The Morning After is our semi-daily recap of the night's best basketball action. It wrote this after it finished Bubble Watch early this morning; it preemptively apologizes for any fatigue-induced typos.
No. 12 Georgetown 59, No. 19 Notre Dame 41: Every so often in the past three weeks, someone in a chat or on Twitter or wherever would ask whether "Game X" was the appropriate time for Georgetown fans to start freaking out. See, Georgetown has collapsed down the stretch a lot in recent years, and it seems the general fan consensus was that these collapses were systemic. The letdown would happen eventually. It was a matter of when, not if.
This has always been a silly question, perhaps one most easily answered with the following: "Have you seen this Georgetown team play defense?" After Monday night's dominant win over Notre Dame, such a retort has never been more appropriate.

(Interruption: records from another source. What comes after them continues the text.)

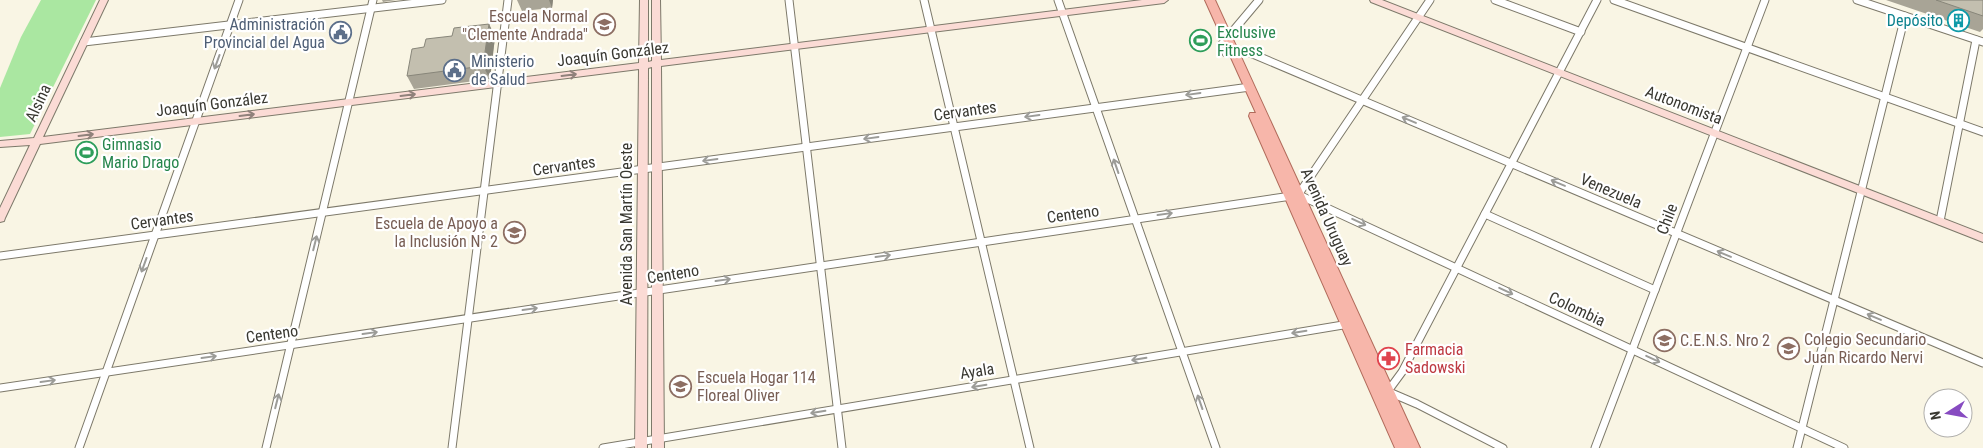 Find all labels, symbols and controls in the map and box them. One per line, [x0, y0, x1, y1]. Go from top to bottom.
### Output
place label: Escuela Normal "Clemente Andrada" [462, 7, 588, 44]
building icon: Depósito [1947, 8, 1971, 32]
place label: Depósito [1887, 11, 1943, 30]
school or university icon: Escuela Normal "Clemente Andrada" [592, 13, 616, 37]
place label: Administración Provincial del Agua [204, 15, 325, 52]
public building icon: Administración Provincial del Agua [329, 21, 353, 45]
place label: Exclusive Fitness [1217, 23, 1276, 60]
sports icon: Exclusive Fitness [1189, 29, 1213, 53]
street label: Joaquín González [556, 38, 670, 70]
place label: Ministerio de Salud [471, 52, 534, 89]
one-way arrow [211, 54, 221, 70]
public building icon: Ministerio de Salud [443, 58, 467, 82]
one-way arrow [561, 70, 577, 80]
street label: Alsina [21, 81, 55, 125]
street label: Autonomista [1643, 82, 1725, 128]
street label: Joaquín González [155, 88, 269, 120]
one-way arrow [1186, 89, 1202, 99]
one-way arrow [400, 90, 416, 100]
street label: Cervantes [932, 97, 998, 125]
one-way arrow [239, 110, 255, 120]
one-way arrow [1025, 111, 1041, 121]
one-way arrow [1402, 115, 1417, 124]
one-way arrow [77, 130, 93, 140]
one-way arrow [864, 133, 880, 143]
place label: Gimnasio Mario Drago [102, 135, 179, 172]
sports icon: Gimnasio Mario Drago [74, 141, 98, 165]
street label: Avenida San Martín Oeste [617, 143, 636, 305]
street label: Cervantes [531, 152, 597, 180]
one-way arrow [703, 155, 719, 165]
one-way arrow [1111, 159, 1120, 175]
street label: Avenida Uruguay [1297, 165, 1357, 269]
street label: Venezuela [1577, 170, 1645, 212]
one-way arrow [1551, 178, 1566, 188]
street label: Centeno [1046, 201, 1100, 227]
street label: Chile [1652, 201, 1682, 237]
street label: Cervantes [129, 206, 195, 234]
one-way arrow [1157, 209, 1173, 219]
place label: Escuela de Apoyo a la Inclusión N° 2 [375, 214, 498, 251]
one-way arrow [1351, 218, 1366, 228]
school or university icon: Escuela de Apoyo a la Inclusión N° 2 [502, 220, 526, 244]
one-way arrow [311, 235, 320, 251]
one-way arrow [1717, 248, 1732, 258]
one-way arrow [875, 251, 891, 261]
one-way arrow [139, 257, 148, 272]
street label: Centeno [646, 261, 700, 287]
one-way arrow [714, 275, 730, 285]
one-way arrow [1498, 287, 1513, 296]
street label: Colombia [1546, 288, 1608, 330]
one-way arrow [522, 304, 538, 314]
one-way arrow [1867, 311, 1882, 321]
street label: Centeno [245, 321, 299, 347]
one-way arrow [361, 328, 377, 338]
one-way arrow [1292, 328, 1308, 338]
school or university icon: C.E.N.S. Nro 2 [1652, 328, 1676, 352]
place label: Colegio Secundario Juan Ricardo Nervi [1804, 330, 1926, 367]
place label: C.E.N.S. Nro 2 [1680, 331, 1770, 350]
school or university icon: Colegio Secundario Juan Ricardo Nervi [1776, 336, 1800, 360]
place label: Farmacia Sadowski [1405, 340, 1466, 377]
pharmacy icon: Farmacia Sadowski [1377, 346, 1401, 370]
one-way arrow [201, 352, 217, 362]
one-way arrow [1131, 354, 1147, 364]
one-way arrow [1645, 355, 1660, 365]
street label: Ayala [959, 359, 995, 383]
place label: Escuela Hogar 114 Floreal Oliver [697, 368, 816, 405]
school or university icon: Escuela Hogar 114 Floreal Oliver [669, 374, 693, 398]
one-way arrow [40, 376, 56, 386]
one-way arrow [971, 381, 987, 391]
north arrow [1923, 388, 1973, 438]
one-way arrow [273, 393, 282, 409]
one-way arrow [1194, 394, 1204, 410]
one-way arrow [811, 408, 827, 418]
text: N [1927, 410, 1944, 421] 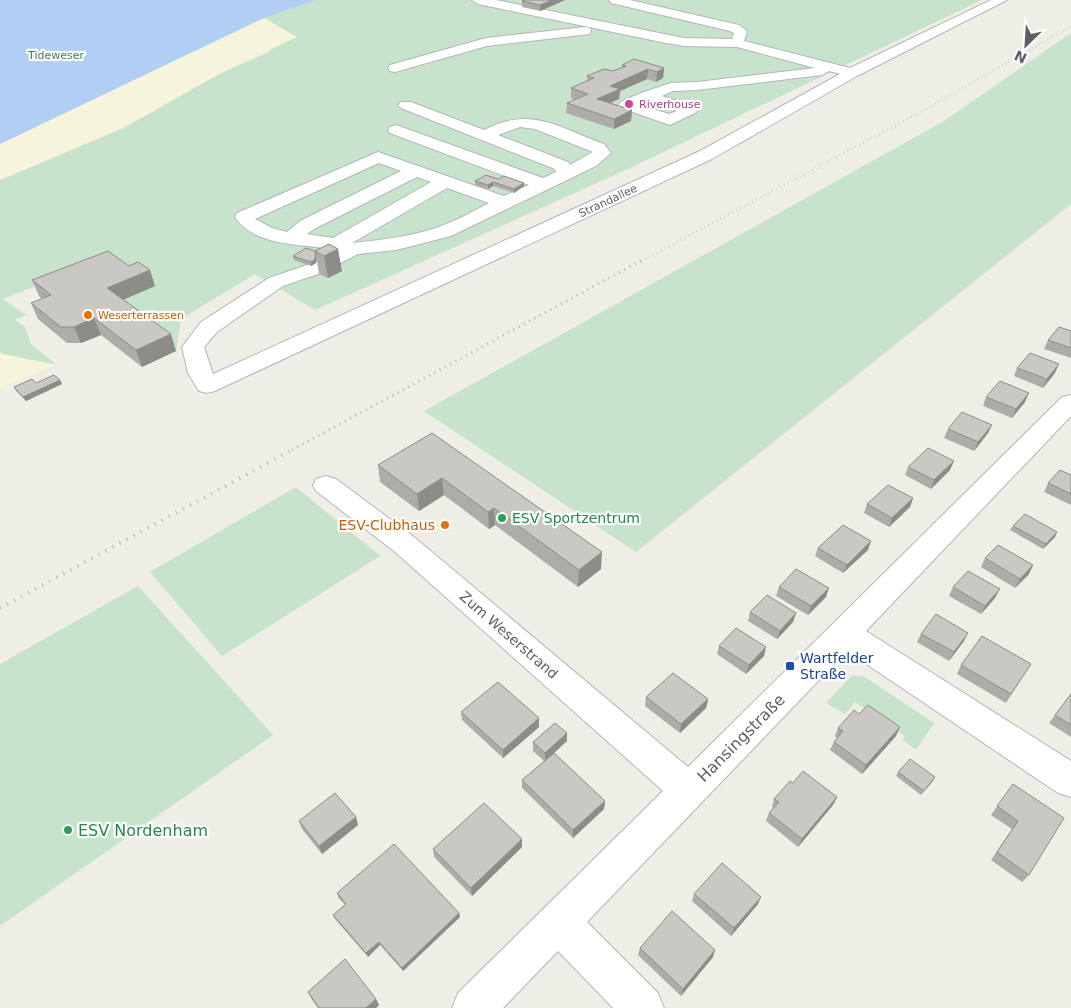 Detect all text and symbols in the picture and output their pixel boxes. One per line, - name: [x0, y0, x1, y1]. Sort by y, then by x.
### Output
- north arrow: [1001, 20, 1051, 70]
- text: N: [1012, 47, 1029, 67]
- park label: Tideweser: [27, 49, 84, 62]
- marker: Riverhouse: [623, 98, 635, 110]
- place label: Riverhouse: [639, 98, 701, 111]
- street label: Strandallee: [577, 182, 639, 220]
- marker: Weserterrassen: [82, 309, 94, 321]
- place label: Weserterrassen: [98, 309, 184, 322]
- place label: ESV Sportzentrum: [512, 510, 640, 526]
- marker: ESV Sportzentrum: [496, 512, 508, 524]
- place label: ESV-Clubhaus: [338, 517, 435, 533]
- marker: ESV-Clubhaus: [439, 519, 451, 531]
- street label: Zum Weserstrand: [457, 588, 561, 682]
- place label: Wartfelder Straße: [800, 650, 874, 682]
- marker: Wartfelder Straße: [784, 660, 796, 672]
- street label: Hansingstraße: [693, 690, 789, 786]
- place label: ESV Nordenham: [78, 821, 208, 840]
- marker: ESV Nordenham: [62, 824, 74, 836] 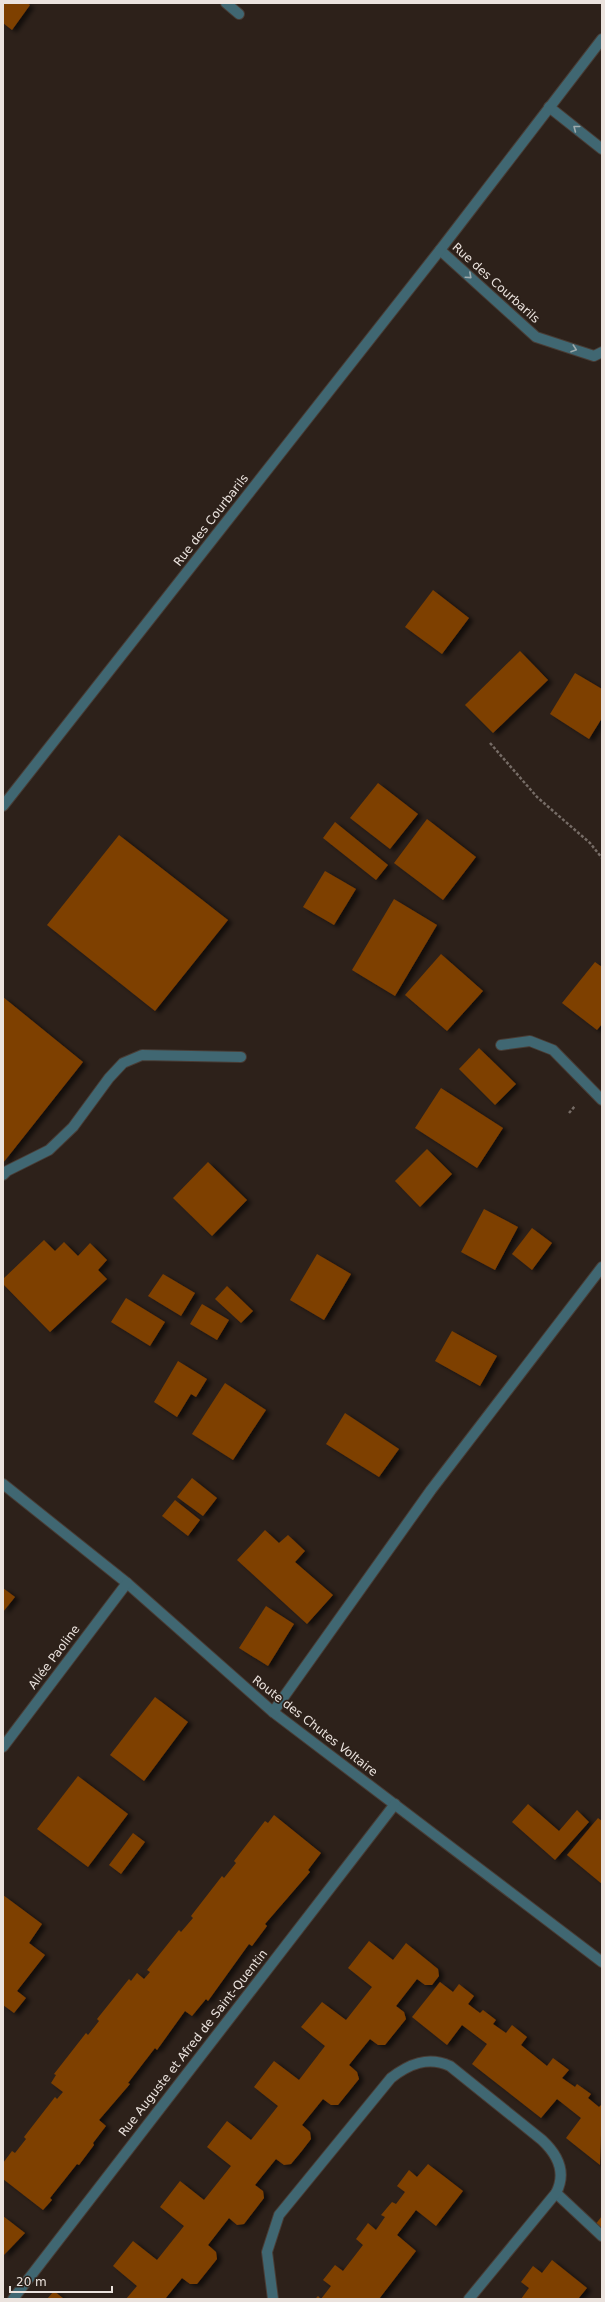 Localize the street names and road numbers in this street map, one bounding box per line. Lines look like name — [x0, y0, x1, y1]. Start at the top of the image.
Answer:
street label: Rue des Courbarils — [449, 240, 543, 326]
street label: Rue des Courbarils — [171, 471, 251, 569]
street label: Allée Paoline — [25, 1622, 83, 1692]
street label: Route des Chutes Voltaire — [250, 1673, 380, 1779]
street label: Rue Auguste et Afred de Saint-Quentin — [116, 1947, 270, 2139] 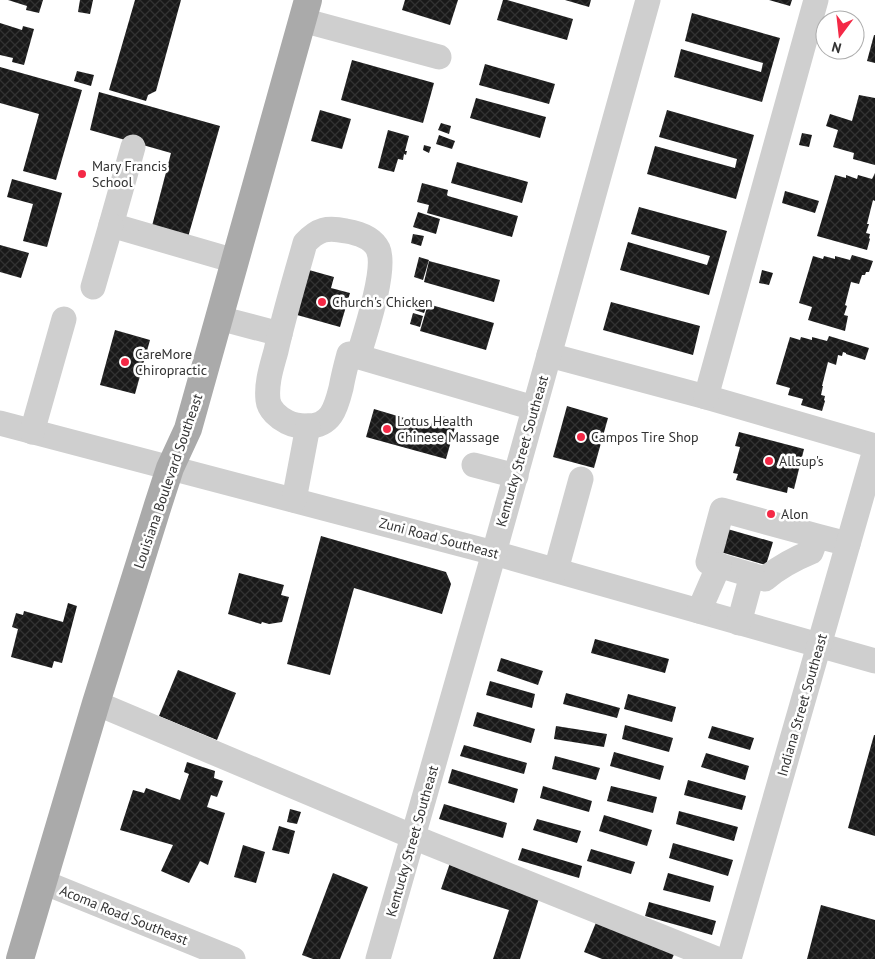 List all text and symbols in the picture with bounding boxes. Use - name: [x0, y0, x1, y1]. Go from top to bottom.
- north arrow: [815, 10, 865, 60]
- text: N: [830, 38, 843, 57]
- place label: Mary Francis School: [92, 157, 167, 191]
- marker: Mary Francis School: [76, 168, 88, 180]
- place label: Church's Chicken: [332, 293, 433, 311]
- marker: Church's Chicken: [316, 296, 328, 308]
- place label: CareMore Chiropractic: [135, 345, 207, 379]
- marker: CareMore Chiropractic: [119, 356, 131, 368]
- street label: Kentucky Street Southeast: [492, 373, 552, 529]
- street label: Louisiana Boulevard Southeast: [130, 391, 206, 571]
- place label: Lotus Health Chinese Massage: [397, 412, 499, 446]
- marker: Lotus Health Chinese Massage: [381, 423, 393, 435]
- place label: Campos Tire Shop: [591, 428, 699, 446]
- marker: Campos Tire Shop: [575, 431, 587, 443]
- place label: Allsup's: [779, 452, 824, 470]
- marker: Allsup's: [763, 455, 775, 467]
- place label: Alon: [781, 505, 808, 523]
- marker: Alon: [765, 508, 777, 520]
- street label: Zuni Road Southeast: [377, 513, 501, 563]
- street label: Indiana Street Southeast: [773, 631, 831, 778]
- street label: Kentucky Street Southeast: [382, 763, 442, 919]
- street label: Acoma Road Southeast: [57, 881, 191, 949]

Simply put, the Hoyas -- who share a league with the 29-1 Syracuse Orange, by the way -- play the best brand of defense in the Big East. Throughout their now 12-5 campaign, they've allowed league opponents the fewest number of points per possession. On Monday, it was easy to see examples as to why: The Hoyas use their all-around length to challenge every shot, both from long range and inside the arc, with tenacity, and when their opponents miss -- and they do so more often against Georgetown than all but five teams in the country this season -- the Hoyas often secure the rebound. On Monday night, Georgetown held Notre Dame, a previously scorching squad, to just 17.6 percent on 3 of 17 shooting from long range. Forward Jack Cooley was a non-factor, saddled with foul trouble and unable to compete with the interior length of Henry Sims, and ND rarely got second chances on its misses. The result was .77 points per trip, by far the Irish's worst output of the past two months.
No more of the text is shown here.